Red Hat Bugzilla – Bug 464689
libcom_err leaks a descriptor when the application calls add_error_table()
Last modified: 2008-10-02 15:33:51 EDT
Description of problem:
When an application calls add_error_table(), libcom_err opens the controlling terminal to potentially log debug output. It doesn't set the
close-on-exec flag on the file descriptor associated with the handle, so if/when the calling application exec()s another program (or even itself), the descriptor is leaked.
For e2fsprogs applications, this might not ever pose a problem, but it also affects binaries which pull in libcom_err as a dependency of Kerberos.
Version-Release number of selected component (if applicable):
Thanks for the heads up - I take it you've seen this "in real life" with Kerberos?
(In reply to comment #1)
> Thanks for the heads up - I take it you've seen this "in real life" with
That's how I ran across it, yes.

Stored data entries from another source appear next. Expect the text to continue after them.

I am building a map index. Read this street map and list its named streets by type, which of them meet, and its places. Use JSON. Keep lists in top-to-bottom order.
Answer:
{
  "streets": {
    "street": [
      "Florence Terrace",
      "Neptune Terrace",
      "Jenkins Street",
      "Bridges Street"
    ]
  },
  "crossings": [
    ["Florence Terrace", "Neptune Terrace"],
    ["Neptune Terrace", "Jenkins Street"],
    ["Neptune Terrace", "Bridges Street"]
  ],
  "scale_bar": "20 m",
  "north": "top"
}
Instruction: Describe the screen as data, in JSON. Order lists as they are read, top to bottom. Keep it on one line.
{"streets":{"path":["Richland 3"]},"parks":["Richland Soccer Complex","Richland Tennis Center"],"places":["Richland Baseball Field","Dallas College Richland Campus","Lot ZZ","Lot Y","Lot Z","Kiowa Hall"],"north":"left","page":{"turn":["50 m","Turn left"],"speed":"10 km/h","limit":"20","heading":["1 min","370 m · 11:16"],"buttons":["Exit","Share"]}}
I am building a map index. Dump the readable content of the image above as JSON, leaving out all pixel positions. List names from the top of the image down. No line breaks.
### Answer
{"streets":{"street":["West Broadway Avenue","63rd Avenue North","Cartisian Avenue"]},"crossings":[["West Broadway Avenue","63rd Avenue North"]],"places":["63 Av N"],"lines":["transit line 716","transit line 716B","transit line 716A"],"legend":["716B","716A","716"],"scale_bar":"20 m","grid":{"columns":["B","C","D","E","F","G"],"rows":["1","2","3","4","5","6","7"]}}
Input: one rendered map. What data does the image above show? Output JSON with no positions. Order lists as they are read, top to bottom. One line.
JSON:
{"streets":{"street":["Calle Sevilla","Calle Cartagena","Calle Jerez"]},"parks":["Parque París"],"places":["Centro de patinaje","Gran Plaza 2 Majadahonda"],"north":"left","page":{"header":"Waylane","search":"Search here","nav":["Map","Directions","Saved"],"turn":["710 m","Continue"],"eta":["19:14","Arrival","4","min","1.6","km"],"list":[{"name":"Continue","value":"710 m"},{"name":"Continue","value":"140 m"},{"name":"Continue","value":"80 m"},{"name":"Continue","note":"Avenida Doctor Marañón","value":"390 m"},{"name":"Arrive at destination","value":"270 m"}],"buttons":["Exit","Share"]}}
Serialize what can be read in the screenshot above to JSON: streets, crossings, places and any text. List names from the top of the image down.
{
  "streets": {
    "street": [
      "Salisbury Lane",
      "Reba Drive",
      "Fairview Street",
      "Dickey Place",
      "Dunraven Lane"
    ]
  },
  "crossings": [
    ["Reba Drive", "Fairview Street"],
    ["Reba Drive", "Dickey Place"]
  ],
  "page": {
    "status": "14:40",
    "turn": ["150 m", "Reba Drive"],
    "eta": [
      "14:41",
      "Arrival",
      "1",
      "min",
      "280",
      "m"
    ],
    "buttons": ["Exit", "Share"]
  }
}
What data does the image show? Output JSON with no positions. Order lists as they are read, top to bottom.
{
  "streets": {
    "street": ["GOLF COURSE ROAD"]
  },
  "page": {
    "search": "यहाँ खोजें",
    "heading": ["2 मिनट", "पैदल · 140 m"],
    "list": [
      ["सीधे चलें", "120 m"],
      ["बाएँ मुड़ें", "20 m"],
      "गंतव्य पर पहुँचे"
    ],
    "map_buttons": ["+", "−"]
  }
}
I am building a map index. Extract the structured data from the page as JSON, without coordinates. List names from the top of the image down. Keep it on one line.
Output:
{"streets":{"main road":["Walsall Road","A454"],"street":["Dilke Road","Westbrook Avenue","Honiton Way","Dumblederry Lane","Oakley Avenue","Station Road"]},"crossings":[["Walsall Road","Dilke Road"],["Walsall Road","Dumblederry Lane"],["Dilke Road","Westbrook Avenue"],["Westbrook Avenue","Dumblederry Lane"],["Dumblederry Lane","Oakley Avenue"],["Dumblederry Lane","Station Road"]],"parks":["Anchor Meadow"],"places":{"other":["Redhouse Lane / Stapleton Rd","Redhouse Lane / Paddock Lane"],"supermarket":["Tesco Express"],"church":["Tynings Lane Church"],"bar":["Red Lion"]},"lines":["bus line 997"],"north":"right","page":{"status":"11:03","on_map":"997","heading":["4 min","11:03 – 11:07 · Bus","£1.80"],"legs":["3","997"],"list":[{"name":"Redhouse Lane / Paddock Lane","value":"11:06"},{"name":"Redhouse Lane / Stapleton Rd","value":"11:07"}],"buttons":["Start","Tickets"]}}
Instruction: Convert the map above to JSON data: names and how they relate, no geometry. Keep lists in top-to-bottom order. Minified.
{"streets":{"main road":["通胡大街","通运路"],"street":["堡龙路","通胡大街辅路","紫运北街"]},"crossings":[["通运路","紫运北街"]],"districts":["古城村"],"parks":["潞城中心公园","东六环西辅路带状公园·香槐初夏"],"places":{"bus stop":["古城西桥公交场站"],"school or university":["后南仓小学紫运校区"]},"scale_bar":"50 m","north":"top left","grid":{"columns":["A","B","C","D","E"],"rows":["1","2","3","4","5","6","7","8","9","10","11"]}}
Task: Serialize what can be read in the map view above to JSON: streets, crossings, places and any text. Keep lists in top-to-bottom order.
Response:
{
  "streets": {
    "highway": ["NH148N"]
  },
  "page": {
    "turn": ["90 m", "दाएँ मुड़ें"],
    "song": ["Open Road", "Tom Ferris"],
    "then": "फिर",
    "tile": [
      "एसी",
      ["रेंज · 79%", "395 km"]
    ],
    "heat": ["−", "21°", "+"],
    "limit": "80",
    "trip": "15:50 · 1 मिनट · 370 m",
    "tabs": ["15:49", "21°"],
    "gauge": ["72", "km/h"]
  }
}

Though in my case it was more a curiosity (the test app in question was periodically exec()ing itself to restart, and it kept losing a descriptor each time) than a critical failure. Eventually it would have broken, but it would have had to be running for days before it became a real problem.
Setting the close on exec flag would be a good thing, but the right answer is to not fopen() and initialize debug_f if the COMERR_DEBUG environment variable is not set.
Created attachment 319184 [details]
Patch to fix this bug
Here's a patch which should fix this bugzilla report.
Created attachment 319186 [details]
Updated patch to fix this bug
Oops, the first patch didn't do the proper error checking. (Neither did the original code, actually.)
Thanks Ted! - I didn't mean to foist the bug off on you, but I hadn't caught that the file should only be opened under COMERR_DEBUG, so I guess the cc: was a good thing :)
Well, I'm trying to get an e2fsprogs 1.41.2 release out the door, so it was faster for me to just fix it myself.
BTW, there's one fix in particular in e2fsprogs 1.41.2 that you'll want to take, even if you don't take the all of 1.41.2, and that's commit 52771ab5. Without this, "e2fsck -b 32768 /dev/hdXX" doesn't work, and users have to explicitly specify the blocksize "e2fsck -b 32768 -B 4096 /dev/hdXX". That's nasty, since e2fsck suggests the former, and users are used to the former.
Should be fixed in 1.41.2; it's in rawhide now.